Exercise objective
In the data below, find the line containing "M578,801L584,795"; reproduce that line and all subsequent lines exactly, and nothing else.
++++ Records shown
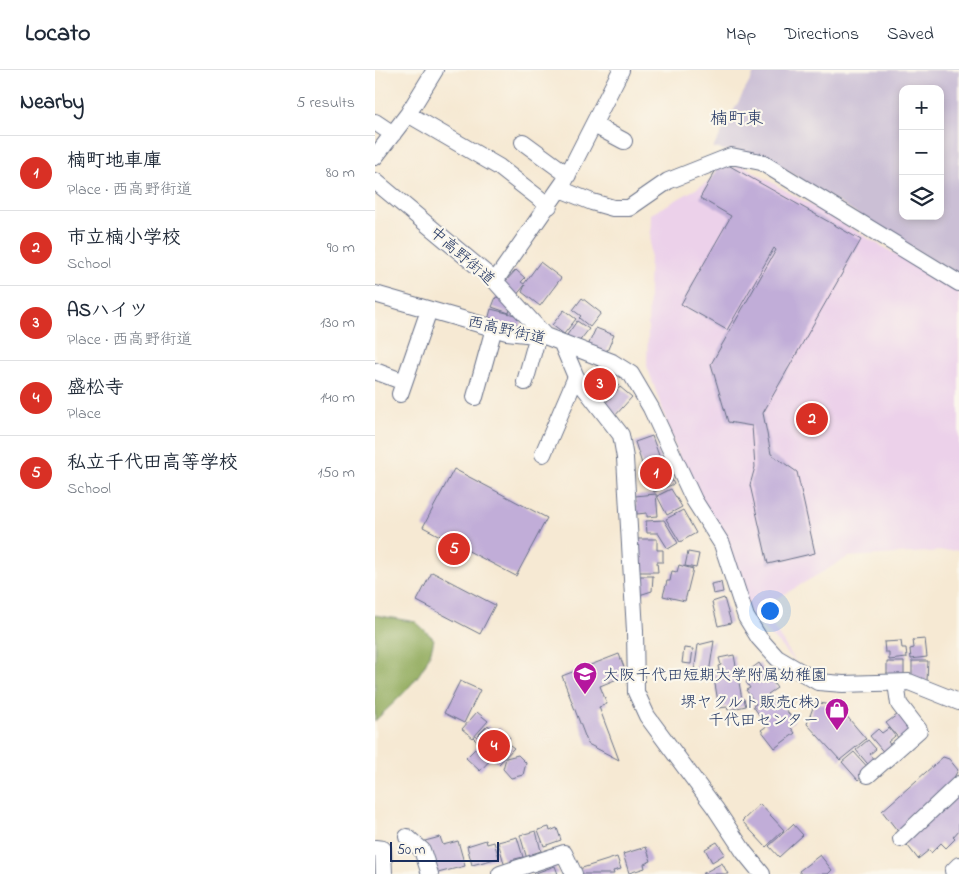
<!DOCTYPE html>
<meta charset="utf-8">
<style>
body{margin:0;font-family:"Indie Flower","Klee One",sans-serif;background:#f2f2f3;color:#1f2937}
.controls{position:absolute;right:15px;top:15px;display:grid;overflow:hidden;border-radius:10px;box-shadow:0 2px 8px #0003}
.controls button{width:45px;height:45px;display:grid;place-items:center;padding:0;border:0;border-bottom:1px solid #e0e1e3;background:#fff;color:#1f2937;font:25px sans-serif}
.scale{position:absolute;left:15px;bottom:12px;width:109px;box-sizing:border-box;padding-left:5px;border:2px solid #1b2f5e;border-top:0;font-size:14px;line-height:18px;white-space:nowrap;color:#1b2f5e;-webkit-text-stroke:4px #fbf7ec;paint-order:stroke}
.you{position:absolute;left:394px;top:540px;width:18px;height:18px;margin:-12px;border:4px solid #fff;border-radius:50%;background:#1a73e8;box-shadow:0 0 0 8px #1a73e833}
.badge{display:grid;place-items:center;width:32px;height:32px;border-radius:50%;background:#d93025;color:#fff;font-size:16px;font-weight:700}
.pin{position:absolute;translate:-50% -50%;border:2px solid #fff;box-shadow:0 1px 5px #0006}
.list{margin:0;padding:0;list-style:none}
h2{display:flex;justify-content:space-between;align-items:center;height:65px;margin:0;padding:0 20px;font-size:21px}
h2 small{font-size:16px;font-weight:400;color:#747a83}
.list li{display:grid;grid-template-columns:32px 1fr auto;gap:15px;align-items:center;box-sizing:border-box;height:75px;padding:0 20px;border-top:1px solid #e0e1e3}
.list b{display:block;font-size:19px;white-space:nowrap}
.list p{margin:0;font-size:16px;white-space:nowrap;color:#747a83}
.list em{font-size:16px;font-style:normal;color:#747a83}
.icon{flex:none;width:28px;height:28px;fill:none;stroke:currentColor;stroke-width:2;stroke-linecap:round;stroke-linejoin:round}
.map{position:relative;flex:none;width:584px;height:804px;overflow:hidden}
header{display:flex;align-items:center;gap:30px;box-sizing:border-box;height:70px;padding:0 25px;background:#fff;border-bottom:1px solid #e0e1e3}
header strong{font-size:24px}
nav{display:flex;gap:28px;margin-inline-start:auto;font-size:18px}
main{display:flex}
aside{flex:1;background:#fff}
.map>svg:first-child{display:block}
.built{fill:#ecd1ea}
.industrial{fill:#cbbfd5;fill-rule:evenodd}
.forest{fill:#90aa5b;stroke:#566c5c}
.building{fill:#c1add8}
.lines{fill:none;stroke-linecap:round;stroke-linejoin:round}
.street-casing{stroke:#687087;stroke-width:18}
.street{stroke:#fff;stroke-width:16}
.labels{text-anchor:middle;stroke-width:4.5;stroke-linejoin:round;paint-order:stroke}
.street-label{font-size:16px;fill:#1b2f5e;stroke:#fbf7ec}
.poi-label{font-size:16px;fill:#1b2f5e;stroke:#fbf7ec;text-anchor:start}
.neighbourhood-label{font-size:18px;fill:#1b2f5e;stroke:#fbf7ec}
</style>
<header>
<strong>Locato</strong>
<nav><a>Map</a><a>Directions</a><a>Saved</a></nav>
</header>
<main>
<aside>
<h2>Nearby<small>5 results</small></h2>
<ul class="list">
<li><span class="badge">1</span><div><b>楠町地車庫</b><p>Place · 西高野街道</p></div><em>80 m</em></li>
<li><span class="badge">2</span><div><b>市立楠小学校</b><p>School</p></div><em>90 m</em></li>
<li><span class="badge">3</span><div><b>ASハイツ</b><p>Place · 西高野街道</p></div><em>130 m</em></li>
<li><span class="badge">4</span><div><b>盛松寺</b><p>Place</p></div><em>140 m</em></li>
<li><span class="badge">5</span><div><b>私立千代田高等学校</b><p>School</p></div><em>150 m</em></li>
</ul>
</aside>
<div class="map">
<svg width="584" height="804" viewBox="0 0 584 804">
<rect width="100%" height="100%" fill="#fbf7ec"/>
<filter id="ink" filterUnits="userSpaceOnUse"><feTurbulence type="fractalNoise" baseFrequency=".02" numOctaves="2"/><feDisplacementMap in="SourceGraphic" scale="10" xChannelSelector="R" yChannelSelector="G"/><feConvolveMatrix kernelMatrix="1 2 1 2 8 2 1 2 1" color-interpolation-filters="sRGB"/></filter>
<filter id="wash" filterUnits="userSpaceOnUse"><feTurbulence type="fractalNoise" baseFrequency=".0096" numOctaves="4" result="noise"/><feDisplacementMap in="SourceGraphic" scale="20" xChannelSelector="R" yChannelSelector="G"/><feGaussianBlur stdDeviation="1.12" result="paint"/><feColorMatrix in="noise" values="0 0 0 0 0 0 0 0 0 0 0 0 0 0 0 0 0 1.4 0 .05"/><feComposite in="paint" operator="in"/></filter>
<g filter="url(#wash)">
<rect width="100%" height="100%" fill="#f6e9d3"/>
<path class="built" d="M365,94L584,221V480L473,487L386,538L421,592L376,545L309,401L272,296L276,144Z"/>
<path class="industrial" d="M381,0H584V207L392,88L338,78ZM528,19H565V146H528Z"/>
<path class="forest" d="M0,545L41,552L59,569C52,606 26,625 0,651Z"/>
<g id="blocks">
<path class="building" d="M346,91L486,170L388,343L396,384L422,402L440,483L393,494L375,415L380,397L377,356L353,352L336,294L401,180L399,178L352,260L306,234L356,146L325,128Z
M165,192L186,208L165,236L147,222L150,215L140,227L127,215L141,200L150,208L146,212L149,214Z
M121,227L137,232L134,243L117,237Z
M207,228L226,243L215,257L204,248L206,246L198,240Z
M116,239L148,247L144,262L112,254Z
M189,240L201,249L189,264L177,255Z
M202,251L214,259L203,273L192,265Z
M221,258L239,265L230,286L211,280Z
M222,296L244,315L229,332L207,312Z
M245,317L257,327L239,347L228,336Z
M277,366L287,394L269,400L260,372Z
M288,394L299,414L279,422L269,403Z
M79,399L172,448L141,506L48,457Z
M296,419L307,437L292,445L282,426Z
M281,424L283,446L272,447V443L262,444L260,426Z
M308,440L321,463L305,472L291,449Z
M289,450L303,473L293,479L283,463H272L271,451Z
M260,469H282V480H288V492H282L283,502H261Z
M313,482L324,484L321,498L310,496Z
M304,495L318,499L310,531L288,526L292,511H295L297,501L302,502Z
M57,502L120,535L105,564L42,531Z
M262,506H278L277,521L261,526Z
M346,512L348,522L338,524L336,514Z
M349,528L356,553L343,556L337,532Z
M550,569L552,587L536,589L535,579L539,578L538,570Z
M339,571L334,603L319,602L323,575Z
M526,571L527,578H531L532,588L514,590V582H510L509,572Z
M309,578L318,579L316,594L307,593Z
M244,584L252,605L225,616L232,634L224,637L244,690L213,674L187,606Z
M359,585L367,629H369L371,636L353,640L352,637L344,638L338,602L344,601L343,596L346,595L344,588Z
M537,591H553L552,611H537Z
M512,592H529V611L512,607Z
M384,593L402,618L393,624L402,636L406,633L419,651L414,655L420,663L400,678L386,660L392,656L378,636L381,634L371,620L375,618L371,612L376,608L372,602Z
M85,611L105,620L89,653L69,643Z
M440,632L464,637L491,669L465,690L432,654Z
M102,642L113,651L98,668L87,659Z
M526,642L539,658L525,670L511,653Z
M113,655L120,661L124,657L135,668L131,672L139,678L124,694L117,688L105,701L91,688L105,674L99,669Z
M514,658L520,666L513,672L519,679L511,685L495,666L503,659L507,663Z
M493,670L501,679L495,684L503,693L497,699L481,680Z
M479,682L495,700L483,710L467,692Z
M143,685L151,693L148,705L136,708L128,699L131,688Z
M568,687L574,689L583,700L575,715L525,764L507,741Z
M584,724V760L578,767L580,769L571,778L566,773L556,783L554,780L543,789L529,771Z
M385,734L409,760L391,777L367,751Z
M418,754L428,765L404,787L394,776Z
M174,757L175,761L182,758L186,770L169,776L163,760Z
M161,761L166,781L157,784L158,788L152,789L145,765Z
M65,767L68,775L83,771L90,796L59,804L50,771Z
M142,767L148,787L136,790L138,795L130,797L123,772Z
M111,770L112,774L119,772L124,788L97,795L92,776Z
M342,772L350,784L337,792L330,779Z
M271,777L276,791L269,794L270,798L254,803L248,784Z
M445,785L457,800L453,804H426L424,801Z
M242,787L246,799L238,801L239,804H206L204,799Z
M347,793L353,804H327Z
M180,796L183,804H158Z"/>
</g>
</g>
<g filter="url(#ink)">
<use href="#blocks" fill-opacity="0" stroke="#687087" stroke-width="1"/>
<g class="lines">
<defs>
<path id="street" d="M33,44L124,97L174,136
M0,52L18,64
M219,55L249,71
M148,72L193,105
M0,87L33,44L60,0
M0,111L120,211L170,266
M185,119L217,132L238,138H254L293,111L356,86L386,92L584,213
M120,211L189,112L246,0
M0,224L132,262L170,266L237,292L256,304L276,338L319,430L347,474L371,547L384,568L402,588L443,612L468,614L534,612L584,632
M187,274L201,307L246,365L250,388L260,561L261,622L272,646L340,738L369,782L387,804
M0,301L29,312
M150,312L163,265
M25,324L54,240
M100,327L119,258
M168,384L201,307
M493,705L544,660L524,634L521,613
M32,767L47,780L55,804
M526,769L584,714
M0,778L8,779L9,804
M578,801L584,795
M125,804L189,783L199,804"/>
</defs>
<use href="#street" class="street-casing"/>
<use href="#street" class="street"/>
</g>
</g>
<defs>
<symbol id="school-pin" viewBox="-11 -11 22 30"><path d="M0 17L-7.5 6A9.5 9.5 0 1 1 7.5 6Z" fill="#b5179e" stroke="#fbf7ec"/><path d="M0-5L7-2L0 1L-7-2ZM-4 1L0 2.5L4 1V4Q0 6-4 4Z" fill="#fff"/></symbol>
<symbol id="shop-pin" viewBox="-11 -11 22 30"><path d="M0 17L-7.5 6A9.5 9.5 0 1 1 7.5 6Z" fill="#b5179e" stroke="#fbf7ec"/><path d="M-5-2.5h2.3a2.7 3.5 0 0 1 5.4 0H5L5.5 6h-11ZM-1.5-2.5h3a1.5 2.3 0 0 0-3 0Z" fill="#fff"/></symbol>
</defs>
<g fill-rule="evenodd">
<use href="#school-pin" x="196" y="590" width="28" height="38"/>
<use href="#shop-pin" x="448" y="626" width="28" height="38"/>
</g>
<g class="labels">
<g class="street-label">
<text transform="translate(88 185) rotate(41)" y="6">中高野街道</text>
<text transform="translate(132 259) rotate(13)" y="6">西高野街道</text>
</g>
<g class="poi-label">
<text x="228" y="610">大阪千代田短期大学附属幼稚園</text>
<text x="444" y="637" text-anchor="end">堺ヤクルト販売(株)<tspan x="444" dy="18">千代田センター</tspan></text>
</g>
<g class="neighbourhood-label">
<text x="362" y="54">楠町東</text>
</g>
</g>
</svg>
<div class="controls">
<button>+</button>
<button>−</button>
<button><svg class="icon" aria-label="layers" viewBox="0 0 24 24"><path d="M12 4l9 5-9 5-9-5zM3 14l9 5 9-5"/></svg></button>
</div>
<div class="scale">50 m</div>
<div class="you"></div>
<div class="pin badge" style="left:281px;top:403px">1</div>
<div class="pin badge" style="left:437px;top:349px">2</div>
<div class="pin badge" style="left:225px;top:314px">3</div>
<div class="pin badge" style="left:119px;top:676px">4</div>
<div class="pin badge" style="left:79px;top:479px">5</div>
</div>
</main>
++++++++
Solved exercise
M578,801L584,795
M125,804L189,783L199,804"/>
</defs>
<use href="#street" class="street-casing"/>
<use href="#street" class="street"/>
</g>
</g>
<defs>
<symbol id="school-pin" viewBox="-11 -11 22 30"><path d="M0 17L-7.5 6A9.5 9.5 0 1 1 7.5 6Z" fill="#b5179e" stroke="#fbf7ec"/><path d="M0-5L7-2L0 1L-7-2ZM-4 1L0 2.5L4 1V4Q0 6-4 4Z" fill="#fff"/></symbol>
<symbol id="shop-pin" viewBox="-11 -11 22 30"><path d="M0 17L-7.5 6A9.5 9.5 0 1 1 7.5 6Z" fill="#b5179e" stroke="#fbf7ec"/><path d="M-5-2.5h2.3a2.7 3.5 0 0 1 5.4 0H5L5.5 6h-11ZM-1.5-2.5h3a1.5 2.3 0 0 0-3 0Z" fill="#fff"/></symbol>
</defs>
<g fill-rule="evenodd">
<use href="#school-pin" x="196" y="590" width="28" height="38"/>
<use href="#shop-pin" x="448" y="626" width="28" height="38"/>
</g>
<g class="labels">
<g class="street-label">
<text transform="translate(88 185) rotate(41)" y="6">中高野街道</text>
<text transform="translate(132 259) rotate(13)" y="6">西高野街道</text>
</g>
<g class="poi-label">
<text x="228" y="610">大阪千代田短期大学附属幼稚園</text>
<text x="444" y="637" text-anchor="end">堺ヤクルト販売(株)<tspan x="444" dy="18">千代田センター</tspan></text>
</g>
<g class="neighbourhood-label">
<text x="362" y="54">楠町東</text>
</g>
</g>
</svg>
<div class="controls">
<button>+</button>
<button>−</button>
<button><svg class="icon" aria-label="layers" viewBox="0 0 24 24"><path d="M12 4l9 5-9 5-9-5zM3 14l9 5 9-5"/></svg></button>
</div>
<div class="scale">50 m</div>
<div class="you"></div>
<div class="pin badge" style="left:281px;top:403px">1</div>
<div class="pin badge" style="left:437px;top:349px">2</div>
<div class="pin badge" style="left:225px;top:314px">3</div>
<div class="pin badge" style="left:119px;top:676px">4</div>
<div class="pin badge" style="left:79px;top:479px">5</div>
</div>
</main>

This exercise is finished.